Houve uma pausa, quando ele pegou um charuto e o acendeu. Colocou-o nos lábios e soprou a fumaça perfumada do Havana para o ar frio e sem sol. Então continuou:

– Eu gostava de bombons naquela época, Miss Eyre, e estava mastigando – perdoe o barbarismo – estava mastigando confeitos de chocolate e fumando alternadamente. Ao mesmo tempo observava os veículos que rodavam nas ruas elegantes em direção ao teatro próximo, quando vi uma esplêndida carruagem fechada, puxada por um lindo par de cavalos ingleses distintamente visíveis na noite clara, e reconheci a "voiture" que eu havia dado a Celine. Ela estava de volta. É claro que meu coração deu um salto com impaciência. A carruagem parou, como eu esperava, na porta do hotel. Minha paixão (esta é a palavra exata para uma namorada atriz) desceu. Embora envolta numa capa – uma coisa desnecessária naquela noite quente de junho – reconheci-a imediatamente pelos pequeninos pés, que espreitavam debaixo da barra do vestido enquanto ela descia do estribo. Inclinado no balcão, estava a ponto de gritar "mon ange" – num tom apenas audível para o ouvido do meu amor, é claro – quando uma pessoa saltou da carruagem atrás dela. Também estava coberta por uma capa, mas agora era um salto com esporas que pisava no pavimento, e foi uma cabeça coberta por um chapeu que passou sob o arco da porte-cochère – o pórtico – do hotel.

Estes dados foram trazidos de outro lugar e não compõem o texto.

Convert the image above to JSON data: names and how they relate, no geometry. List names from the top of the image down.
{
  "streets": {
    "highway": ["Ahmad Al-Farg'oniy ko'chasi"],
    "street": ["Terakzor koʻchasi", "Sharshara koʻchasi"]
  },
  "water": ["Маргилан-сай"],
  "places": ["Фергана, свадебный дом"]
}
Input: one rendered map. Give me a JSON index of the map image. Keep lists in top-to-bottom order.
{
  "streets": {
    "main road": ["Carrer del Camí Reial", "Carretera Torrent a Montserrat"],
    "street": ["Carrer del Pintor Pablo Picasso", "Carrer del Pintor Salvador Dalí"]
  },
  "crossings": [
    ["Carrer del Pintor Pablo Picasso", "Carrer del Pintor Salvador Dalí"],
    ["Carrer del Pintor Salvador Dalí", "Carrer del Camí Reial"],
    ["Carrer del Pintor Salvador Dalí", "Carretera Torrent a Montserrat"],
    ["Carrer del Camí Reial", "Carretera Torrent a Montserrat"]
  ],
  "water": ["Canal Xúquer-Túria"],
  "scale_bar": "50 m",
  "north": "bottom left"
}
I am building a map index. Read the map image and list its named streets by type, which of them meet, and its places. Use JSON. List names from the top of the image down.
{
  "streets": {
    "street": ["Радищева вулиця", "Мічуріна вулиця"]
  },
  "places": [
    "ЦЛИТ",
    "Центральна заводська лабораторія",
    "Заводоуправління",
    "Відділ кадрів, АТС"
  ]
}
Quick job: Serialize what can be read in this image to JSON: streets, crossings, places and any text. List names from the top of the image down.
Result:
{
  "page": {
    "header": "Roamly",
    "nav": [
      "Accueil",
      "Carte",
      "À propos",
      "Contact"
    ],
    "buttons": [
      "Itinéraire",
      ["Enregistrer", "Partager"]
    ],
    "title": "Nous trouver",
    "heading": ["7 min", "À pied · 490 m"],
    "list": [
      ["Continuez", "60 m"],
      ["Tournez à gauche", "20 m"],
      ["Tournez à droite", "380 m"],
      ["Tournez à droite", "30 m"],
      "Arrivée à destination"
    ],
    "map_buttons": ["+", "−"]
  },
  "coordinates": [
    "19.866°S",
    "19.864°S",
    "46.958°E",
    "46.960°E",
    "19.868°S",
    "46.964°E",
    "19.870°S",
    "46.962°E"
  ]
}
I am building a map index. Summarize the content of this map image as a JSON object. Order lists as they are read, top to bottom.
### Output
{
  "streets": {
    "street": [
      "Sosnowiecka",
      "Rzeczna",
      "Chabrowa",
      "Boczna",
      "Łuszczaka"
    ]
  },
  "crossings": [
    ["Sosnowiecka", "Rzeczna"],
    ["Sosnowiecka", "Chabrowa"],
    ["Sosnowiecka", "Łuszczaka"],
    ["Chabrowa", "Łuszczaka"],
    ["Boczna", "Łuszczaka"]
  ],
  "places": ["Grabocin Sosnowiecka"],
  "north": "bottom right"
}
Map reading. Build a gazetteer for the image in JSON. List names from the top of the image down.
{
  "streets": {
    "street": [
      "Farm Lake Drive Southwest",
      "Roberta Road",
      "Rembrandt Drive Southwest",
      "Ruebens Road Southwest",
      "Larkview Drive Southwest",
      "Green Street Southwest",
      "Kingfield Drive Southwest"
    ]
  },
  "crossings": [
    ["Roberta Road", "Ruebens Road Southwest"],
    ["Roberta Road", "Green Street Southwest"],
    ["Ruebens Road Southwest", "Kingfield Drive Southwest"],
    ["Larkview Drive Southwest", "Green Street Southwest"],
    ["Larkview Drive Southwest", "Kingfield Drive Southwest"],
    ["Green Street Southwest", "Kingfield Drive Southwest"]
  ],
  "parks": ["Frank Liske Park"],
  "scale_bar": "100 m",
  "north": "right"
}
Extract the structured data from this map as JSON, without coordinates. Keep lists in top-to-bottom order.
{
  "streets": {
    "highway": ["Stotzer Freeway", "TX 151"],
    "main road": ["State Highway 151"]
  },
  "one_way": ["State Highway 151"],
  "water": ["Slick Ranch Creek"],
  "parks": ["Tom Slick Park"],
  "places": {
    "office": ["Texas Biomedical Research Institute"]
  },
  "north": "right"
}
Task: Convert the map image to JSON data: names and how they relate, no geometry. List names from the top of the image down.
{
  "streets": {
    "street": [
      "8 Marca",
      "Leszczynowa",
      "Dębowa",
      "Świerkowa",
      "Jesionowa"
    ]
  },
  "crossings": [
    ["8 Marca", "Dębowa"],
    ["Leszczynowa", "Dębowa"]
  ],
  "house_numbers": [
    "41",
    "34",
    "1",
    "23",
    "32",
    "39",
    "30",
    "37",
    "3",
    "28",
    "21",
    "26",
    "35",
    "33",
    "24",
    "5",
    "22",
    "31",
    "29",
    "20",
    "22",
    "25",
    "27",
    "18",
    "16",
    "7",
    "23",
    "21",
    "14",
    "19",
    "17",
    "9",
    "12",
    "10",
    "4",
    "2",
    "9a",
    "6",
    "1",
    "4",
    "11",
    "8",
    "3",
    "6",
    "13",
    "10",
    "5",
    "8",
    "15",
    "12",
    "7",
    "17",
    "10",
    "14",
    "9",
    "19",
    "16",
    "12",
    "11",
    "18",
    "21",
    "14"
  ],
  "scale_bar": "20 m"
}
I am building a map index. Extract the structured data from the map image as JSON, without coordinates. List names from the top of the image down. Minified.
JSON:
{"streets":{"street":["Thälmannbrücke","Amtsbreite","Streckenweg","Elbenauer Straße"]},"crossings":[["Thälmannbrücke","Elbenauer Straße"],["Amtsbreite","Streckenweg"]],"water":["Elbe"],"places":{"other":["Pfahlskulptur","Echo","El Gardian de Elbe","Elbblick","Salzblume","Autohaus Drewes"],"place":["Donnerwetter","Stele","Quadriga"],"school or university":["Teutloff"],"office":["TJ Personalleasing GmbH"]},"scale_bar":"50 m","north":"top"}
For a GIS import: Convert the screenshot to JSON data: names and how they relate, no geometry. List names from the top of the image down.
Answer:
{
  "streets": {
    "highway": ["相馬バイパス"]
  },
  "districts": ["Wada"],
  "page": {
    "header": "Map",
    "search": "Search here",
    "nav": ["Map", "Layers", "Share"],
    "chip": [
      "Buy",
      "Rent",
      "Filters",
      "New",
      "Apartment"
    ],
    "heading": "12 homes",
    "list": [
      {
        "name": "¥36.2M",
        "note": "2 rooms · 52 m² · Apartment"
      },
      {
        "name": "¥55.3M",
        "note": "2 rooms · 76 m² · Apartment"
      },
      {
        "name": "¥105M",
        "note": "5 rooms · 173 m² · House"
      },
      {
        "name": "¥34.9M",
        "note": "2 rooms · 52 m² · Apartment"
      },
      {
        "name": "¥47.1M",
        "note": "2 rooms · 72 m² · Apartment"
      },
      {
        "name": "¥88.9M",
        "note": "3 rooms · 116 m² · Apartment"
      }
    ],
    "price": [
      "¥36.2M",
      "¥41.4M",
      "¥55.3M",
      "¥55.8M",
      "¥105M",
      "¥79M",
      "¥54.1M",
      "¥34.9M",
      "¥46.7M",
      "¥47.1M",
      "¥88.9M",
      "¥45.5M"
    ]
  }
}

– Nunca sentiu ciúme, não é Miss Eyre? Claro que não: não preciso perguntar, pois nunca sentiu amor. Ainda vai experimentar os dois sentimentos. Sua alma está adormecida. Então surge o choque que a acordará. Você acha que toda a existência desliza nesta calma corrente em que até hoje deslizou sua juventude. Vagando com os olhos fechados e os ouvidos surdos, nem vê os arrecifes surgindo, não muito distantes, na margem, nem vê as ondas quebrando em volta deles. Mas eu lhe digo – e pode guardar estas palavras – um dia você chegará a uma passagem escarpada nesse canal, em que toda a corrente da vida se despedaçará em redemoinho e tumulto, espuma e bramidos. E então, ou será arrastada para os átomos em tumulto, ou levantada e segura no alto de alguma onda gigante em direção a uma calma corrente – como eu agora.